** Exercise directions **
The required output consists solely of the lines from the line containing "Give bounding boxes" through the end of the records, copied exactly.

Records shown: Begin

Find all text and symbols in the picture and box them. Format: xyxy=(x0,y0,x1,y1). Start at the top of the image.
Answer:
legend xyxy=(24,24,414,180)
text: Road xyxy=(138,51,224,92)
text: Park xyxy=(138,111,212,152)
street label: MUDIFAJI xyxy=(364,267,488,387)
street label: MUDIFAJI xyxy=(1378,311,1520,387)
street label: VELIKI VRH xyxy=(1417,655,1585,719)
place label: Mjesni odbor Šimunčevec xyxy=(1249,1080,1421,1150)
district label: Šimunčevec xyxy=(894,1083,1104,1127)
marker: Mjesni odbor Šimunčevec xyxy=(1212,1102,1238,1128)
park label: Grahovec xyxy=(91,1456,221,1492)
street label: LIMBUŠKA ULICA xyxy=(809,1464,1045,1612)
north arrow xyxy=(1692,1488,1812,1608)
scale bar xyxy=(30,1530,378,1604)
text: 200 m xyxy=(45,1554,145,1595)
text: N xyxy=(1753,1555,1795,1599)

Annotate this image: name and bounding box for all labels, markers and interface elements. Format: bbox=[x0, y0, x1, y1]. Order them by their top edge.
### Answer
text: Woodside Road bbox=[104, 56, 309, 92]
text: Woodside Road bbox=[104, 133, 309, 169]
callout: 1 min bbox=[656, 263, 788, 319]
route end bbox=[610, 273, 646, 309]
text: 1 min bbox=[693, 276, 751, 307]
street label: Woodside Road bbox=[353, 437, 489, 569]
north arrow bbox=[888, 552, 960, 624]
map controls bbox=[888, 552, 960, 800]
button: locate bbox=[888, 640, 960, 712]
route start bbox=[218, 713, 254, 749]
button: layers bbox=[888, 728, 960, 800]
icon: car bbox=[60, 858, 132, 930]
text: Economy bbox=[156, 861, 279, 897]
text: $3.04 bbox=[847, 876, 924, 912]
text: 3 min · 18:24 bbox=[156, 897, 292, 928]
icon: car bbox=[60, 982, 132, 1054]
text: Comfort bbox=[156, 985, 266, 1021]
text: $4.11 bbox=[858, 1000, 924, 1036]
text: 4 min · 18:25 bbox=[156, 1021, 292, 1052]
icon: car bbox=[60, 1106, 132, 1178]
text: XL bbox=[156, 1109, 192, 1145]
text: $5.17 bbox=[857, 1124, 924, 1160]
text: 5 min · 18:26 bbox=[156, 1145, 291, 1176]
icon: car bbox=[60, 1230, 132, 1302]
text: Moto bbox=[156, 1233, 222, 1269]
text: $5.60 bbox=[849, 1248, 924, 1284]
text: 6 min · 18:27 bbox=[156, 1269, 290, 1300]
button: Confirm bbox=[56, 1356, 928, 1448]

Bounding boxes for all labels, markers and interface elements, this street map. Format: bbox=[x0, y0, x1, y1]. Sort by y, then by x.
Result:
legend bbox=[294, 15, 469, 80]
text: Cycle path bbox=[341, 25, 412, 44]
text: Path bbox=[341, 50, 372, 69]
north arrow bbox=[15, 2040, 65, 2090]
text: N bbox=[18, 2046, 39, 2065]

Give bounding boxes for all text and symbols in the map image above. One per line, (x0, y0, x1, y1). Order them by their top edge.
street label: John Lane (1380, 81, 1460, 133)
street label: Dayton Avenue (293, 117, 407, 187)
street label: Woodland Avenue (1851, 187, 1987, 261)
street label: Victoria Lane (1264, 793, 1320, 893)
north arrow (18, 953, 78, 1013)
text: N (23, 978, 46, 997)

Records shown: End

** Answer below **
Give bounding boxes for all text and symbols in the map image above. One per line, (x0, y0, x1, y1). Order them by their top edge.
street label: John Lane (1380, 81, 1460, 133)
street label: Dayton Avenue (293, 117, 407, 187)
street label: Woodland Avenue (1851, 187, 1987, 261)
street label: Victoria Lane (1264, 793, 1320, 893)
north arrow (18, 953, 78, 1013)
text: N (23, 978, 46, 997)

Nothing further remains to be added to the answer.